### MATERIAL FOR THIS TASK
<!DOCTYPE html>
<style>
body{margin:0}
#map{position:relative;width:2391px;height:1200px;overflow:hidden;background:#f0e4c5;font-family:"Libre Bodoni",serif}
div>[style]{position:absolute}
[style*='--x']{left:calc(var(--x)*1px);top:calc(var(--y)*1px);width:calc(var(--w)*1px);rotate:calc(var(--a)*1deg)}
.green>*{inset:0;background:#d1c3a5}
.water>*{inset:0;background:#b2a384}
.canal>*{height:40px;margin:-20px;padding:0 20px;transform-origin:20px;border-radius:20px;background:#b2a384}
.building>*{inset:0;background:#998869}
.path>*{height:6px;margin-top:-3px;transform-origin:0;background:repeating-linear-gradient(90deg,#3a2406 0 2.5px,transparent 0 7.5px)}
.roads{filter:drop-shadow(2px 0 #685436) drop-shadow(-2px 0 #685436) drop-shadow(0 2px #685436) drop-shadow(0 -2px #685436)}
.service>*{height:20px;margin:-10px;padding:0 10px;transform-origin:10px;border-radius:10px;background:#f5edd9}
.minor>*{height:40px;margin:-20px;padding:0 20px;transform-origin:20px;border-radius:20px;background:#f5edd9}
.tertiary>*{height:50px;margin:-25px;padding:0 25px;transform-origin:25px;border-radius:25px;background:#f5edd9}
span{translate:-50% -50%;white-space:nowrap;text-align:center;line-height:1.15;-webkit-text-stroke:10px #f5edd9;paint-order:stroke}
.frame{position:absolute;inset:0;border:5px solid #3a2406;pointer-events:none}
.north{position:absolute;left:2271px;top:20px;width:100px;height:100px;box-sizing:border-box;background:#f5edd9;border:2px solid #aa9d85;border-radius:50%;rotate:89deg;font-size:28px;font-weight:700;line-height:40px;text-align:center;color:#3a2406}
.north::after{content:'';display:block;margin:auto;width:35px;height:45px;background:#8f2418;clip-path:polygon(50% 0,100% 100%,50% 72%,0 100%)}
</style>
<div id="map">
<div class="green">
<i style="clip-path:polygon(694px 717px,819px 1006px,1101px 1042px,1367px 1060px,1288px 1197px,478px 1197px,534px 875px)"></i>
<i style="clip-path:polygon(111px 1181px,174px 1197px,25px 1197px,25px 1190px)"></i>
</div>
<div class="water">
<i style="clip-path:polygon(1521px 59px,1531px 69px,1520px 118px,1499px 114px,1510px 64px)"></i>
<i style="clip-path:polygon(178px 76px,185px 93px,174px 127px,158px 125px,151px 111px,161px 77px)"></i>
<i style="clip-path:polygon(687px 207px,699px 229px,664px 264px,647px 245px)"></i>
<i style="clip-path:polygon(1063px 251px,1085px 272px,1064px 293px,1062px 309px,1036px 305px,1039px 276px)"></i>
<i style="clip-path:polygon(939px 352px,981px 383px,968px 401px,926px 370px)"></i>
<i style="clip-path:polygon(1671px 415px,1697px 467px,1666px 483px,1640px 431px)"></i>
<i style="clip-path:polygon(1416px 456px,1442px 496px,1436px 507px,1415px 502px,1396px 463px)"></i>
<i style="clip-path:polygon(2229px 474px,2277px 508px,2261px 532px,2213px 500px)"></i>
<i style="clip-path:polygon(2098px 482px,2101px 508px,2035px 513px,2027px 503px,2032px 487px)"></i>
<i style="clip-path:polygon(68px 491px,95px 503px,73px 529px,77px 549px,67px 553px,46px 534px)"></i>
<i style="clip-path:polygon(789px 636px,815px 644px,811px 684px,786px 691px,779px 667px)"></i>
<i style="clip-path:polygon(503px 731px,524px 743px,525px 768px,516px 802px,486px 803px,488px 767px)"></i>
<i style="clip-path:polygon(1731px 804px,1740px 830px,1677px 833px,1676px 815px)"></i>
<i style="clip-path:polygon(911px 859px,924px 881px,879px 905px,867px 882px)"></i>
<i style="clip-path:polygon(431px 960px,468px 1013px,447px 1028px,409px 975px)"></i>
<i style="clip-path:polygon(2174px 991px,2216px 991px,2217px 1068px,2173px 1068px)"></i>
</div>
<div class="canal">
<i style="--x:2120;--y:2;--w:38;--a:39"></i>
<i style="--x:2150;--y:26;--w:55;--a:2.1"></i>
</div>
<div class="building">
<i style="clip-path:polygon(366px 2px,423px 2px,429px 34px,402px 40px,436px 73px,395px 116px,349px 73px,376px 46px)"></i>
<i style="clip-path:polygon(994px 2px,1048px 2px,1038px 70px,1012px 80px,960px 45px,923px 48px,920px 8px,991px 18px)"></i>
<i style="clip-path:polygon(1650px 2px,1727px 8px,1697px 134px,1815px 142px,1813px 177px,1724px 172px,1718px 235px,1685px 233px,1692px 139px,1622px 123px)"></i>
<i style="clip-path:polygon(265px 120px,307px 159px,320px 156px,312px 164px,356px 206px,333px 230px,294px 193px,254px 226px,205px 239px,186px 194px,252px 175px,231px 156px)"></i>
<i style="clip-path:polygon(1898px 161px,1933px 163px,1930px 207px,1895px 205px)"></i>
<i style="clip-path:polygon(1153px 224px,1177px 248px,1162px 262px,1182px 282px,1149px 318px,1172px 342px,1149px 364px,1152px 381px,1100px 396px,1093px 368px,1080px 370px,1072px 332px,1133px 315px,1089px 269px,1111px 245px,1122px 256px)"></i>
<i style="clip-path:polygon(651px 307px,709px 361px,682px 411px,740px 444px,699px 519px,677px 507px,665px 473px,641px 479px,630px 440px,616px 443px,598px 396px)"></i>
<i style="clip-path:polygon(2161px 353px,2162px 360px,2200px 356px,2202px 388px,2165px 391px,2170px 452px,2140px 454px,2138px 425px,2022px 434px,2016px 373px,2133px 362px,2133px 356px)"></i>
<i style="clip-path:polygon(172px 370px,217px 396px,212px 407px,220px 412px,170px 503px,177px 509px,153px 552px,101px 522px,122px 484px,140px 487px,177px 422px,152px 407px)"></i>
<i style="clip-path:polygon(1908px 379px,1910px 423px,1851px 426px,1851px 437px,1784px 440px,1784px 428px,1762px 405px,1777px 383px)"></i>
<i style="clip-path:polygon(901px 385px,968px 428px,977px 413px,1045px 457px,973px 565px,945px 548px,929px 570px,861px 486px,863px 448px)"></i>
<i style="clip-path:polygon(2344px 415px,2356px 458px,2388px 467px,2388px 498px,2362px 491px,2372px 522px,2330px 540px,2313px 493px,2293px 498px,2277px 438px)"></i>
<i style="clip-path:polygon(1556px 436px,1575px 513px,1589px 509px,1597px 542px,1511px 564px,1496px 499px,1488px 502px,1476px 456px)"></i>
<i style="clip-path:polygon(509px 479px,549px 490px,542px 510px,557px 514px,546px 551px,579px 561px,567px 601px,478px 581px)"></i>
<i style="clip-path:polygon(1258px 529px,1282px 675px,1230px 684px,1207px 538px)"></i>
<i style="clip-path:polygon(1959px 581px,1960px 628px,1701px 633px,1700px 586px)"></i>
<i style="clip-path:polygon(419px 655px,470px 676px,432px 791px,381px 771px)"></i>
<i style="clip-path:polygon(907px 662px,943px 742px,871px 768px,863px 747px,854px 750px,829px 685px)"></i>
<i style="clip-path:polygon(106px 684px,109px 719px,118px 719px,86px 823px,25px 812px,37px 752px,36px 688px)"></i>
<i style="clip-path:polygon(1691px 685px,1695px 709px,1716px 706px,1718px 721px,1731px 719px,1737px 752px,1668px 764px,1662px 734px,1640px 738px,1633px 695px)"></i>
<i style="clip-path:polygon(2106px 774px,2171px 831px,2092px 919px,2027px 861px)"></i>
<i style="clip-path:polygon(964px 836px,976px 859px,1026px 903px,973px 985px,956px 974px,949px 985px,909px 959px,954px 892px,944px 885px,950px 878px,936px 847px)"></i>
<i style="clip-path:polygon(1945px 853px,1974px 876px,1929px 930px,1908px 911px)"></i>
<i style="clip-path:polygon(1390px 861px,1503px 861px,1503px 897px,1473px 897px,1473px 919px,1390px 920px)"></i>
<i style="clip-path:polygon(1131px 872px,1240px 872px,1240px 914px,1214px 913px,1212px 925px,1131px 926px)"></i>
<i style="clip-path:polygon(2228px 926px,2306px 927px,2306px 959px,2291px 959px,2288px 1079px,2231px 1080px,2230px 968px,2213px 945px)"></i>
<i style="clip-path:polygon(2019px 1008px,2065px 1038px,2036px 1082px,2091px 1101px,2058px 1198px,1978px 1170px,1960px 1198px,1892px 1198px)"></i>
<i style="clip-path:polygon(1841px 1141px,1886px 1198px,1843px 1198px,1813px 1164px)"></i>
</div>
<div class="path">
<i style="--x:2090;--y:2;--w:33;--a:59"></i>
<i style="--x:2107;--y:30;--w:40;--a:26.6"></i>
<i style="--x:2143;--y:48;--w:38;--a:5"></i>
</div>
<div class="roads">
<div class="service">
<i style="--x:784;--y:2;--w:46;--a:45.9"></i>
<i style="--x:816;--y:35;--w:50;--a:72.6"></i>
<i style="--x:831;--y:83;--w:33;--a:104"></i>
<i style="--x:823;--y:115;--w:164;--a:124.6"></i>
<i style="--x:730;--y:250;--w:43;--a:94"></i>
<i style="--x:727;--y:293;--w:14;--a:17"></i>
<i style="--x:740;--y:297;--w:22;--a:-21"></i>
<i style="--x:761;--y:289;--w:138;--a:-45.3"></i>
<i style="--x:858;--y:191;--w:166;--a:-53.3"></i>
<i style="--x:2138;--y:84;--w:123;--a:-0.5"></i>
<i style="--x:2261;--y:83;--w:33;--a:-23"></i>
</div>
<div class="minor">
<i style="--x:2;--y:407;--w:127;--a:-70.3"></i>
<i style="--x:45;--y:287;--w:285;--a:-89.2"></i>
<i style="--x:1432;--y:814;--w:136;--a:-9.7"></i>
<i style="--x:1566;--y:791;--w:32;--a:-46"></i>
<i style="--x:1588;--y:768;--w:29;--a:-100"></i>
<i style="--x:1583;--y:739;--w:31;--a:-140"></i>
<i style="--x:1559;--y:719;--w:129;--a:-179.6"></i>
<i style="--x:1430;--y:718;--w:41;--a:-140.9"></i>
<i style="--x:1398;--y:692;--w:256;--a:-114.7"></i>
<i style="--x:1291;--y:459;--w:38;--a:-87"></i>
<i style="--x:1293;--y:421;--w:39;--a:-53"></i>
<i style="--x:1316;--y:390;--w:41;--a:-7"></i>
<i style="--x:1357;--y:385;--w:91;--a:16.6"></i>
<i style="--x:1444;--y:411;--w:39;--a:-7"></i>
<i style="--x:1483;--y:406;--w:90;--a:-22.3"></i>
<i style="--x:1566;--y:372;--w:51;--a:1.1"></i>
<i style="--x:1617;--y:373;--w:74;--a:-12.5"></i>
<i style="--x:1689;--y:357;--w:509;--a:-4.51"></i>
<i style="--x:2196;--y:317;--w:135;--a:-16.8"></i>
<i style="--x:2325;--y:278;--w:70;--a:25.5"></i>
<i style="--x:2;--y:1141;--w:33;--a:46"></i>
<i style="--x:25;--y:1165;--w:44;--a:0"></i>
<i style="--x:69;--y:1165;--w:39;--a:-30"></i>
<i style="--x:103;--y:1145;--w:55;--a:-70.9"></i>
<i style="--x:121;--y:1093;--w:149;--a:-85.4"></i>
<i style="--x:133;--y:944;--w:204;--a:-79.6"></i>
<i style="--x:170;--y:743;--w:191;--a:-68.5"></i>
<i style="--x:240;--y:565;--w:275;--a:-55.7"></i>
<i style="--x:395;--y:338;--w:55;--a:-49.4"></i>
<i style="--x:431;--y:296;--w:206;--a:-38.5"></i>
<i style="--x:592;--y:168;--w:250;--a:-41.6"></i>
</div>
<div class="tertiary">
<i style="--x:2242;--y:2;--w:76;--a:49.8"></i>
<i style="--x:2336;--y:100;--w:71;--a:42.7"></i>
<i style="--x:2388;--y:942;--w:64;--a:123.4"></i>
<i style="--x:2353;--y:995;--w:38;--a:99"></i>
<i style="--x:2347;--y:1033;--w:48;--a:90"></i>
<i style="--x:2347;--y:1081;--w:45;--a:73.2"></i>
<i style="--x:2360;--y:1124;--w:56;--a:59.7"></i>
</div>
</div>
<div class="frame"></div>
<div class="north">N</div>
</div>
######
### MATERIAL FOR THIS TASK
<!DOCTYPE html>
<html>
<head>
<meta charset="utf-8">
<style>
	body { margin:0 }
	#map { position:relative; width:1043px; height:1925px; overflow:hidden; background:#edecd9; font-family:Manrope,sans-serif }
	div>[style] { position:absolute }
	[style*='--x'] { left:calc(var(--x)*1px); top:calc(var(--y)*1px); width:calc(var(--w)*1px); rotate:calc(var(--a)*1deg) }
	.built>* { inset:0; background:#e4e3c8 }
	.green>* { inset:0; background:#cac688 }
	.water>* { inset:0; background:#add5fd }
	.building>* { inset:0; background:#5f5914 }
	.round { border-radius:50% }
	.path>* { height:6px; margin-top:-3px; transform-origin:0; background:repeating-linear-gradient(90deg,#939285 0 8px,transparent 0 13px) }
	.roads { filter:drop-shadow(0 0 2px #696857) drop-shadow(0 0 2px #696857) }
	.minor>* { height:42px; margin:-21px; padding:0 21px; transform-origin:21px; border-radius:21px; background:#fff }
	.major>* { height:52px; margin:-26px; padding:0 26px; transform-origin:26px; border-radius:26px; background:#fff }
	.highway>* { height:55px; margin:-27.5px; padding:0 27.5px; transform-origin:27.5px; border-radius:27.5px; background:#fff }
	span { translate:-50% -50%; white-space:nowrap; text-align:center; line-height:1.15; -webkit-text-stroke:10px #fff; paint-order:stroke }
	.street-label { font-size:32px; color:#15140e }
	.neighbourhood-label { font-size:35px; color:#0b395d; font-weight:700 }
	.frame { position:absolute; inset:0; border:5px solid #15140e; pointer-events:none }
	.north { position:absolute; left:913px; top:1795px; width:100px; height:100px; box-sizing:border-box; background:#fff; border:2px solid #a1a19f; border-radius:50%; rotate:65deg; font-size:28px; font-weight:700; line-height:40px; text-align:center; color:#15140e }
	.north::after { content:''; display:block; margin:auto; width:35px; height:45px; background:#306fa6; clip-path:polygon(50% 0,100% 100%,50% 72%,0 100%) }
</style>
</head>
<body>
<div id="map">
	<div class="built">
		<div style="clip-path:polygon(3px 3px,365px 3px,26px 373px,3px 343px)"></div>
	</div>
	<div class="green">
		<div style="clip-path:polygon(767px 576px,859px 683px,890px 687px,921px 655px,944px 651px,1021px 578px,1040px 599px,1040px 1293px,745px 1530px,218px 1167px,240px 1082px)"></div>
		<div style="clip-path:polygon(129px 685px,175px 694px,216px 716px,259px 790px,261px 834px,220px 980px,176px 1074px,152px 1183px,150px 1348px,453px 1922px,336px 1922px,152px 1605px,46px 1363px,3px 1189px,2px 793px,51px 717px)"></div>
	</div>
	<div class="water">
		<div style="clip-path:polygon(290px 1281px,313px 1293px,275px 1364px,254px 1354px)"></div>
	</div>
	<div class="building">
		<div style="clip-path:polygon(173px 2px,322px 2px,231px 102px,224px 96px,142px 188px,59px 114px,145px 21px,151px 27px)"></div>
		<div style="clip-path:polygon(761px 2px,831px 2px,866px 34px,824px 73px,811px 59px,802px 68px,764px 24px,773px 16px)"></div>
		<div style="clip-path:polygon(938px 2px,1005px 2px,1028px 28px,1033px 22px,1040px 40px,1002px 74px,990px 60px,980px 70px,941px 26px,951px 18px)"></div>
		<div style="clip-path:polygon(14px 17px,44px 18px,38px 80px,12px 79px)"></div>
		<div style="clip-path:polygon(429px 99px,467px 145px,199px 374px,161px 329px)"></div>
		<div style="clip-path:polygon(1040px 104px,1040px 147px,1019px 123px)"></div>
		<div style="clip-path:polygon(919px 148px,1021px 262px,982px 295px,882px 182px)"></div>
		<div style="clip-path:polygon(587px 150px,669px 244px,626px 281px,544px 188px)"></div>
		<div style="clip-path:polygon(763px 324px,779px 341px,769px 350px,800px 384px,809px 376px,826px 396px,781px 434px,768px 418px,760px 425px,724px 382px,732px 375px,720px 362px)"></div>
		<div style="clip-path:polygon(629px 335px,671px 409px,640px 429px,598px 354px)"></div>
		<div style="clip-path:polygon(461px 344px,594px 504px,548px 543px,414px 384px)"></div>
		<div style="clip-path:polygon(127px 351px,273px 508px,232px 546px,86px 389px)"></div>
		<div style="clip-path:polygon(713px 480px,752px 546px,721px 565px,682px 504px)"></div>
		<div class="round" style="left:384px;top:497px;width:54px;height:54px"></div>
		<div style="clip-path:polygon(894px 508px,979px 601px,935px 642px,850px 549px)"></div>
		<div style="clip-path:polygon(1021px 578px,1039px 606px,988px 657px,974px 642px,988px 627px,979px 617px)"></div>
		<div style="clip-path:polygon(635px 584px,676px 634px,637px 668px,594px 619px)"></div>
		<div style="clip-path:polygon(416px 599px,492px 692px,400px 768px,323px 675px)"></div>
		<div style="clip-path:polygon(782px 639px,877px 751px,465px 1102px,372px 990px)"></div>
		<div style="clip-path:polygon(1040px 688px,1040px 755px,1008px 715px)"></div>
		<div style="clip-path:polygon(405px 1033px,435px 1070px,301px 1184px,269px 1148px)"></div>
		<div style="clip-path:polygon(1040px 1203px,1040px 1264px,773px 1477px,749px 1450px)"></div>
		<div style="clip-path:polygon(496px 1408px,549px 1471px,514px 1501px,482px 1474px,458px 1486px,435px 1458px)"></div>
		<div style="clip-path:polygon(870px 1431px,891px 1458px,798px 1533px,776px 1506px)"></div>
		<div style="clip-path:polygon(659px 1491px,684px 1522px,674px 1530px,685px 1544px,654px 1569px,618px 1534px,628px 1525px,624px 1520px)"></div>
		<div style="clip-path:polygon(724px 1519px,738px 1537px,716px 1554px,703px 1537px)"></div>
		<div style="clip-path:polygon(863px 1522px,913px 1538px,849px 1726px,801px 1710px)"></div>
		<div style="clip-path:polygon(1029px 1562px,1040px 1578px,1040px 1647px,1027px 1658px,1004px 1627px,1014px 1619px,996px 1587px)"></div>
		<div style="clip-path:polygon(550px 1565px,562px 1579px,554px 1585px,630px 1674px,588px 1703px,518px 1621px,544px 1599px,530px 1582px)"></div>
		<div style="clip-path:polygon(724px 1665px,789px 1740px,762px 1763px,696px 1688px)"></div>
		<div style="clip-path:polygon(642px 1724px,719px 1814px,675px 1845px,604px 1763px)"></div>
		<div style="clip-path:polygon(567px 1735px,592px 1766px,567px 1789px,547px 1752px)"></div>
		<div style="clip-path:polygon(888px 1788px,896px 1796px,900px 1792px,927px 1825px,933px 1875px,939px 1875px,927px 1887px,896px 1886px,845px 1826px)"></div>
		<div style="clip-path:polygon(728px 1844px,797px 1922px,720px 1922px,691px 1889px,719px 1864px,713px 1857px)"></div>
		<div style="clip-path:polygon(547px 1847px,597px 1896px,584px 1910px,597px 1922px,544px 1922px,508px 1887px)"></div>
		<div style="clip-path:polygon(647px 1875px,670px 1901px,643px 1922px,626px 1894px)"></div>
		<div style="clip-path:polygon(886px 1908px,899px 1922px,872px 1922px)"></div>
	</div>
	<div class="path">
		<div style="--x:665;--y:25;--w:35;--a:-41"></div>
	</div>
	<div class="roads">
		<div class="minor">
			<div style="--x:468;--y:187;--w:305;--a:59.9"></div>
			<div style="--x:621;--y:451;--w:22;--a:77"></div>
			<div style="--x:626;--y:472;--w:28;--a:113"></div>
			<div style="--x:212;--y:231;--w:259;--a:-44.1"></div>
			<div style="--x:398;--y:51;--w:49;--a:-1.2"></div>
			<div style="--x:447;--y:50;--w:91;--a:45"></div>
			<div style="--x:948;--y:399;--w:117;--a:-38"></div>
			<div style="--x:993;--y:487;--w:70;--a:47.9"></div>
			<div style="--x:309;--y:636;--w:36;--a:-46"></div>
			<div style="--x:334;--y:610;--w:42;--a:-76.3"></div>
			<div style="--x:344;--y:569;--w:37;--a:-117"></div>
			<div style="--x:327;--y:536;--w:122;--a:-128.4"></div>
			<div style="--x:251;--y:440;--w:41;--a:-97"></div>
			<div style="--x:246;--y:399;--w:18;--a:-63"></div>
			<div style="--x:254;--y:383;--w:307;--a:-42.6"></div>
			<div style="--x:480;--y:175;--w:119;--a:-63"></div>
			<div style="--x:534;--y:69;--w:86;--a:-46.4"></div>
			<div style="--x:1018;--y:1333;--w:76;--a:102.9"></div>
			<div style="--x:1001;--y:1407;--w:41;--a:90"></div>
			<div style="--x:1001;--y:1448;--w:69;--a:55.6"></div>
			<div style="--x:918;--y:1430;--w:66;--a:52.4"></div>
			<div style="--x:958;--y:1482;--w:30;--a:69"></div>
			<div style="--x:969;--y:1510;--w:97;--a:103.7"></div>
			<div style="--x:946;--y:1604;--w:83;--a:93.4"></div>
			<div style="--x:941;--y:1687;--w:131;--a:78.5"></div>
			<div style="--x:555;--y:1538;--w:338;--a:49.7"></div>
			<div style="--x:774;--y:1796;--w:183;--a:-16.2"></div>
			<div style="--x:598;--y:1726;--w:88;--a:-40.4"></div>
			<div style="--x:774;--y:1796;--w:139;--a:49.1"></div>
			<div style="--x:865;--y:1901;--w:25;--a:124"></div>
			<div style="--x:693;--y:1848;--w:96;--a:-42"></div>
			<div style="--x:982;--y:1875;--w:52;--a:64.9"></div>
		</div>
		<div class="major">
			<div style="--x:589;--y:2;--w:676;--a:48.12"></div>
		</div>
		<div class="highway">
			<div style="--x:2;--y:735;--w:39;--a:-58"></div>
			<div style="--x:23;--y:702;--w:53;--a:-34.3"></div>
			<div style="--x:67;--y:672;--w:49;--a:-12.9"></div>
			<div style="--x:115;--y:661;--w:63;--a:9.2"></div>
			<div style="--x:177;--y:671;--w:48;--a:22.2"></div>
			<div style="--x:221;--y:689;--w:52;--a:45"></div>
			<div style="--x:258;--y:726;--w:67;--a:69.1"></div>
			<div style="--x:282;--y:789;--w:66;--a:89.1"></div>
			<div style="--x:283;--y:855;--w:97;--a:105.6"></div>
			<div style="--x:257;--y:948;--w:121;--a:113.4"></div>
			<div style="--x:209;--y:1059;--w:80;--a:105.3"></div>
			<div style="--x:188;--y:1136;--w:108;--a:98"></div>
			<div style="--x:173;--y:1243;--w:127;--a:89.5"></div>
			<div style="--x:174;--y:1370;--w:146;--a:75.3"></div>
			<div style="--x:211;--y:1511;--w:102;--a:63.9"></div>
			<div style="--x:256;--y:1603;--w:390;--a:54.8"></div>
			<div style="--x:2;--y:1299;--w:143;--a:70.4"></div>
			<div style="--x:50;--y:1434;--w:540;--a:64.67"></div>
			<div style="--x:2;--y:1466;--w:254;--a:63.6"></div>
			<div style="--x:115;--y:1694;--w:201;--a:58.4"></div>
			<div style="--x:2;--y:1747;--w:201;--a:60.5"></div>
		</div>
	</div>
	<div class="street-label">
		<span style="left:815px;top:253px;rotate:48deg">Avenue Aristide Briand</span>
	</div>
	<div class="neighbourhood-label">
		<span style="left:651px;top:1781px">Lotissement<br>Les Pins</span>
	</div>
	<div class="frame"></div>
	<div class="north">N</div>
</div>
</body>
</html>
######
* [ASSIGNMENT] In the listing above, each line with the word "html" is to be copied out.

* [SOLUTION TO THE PROBLEM]
<!DOCTYPE html>
<!DOCTYPE html>
<html>
</html>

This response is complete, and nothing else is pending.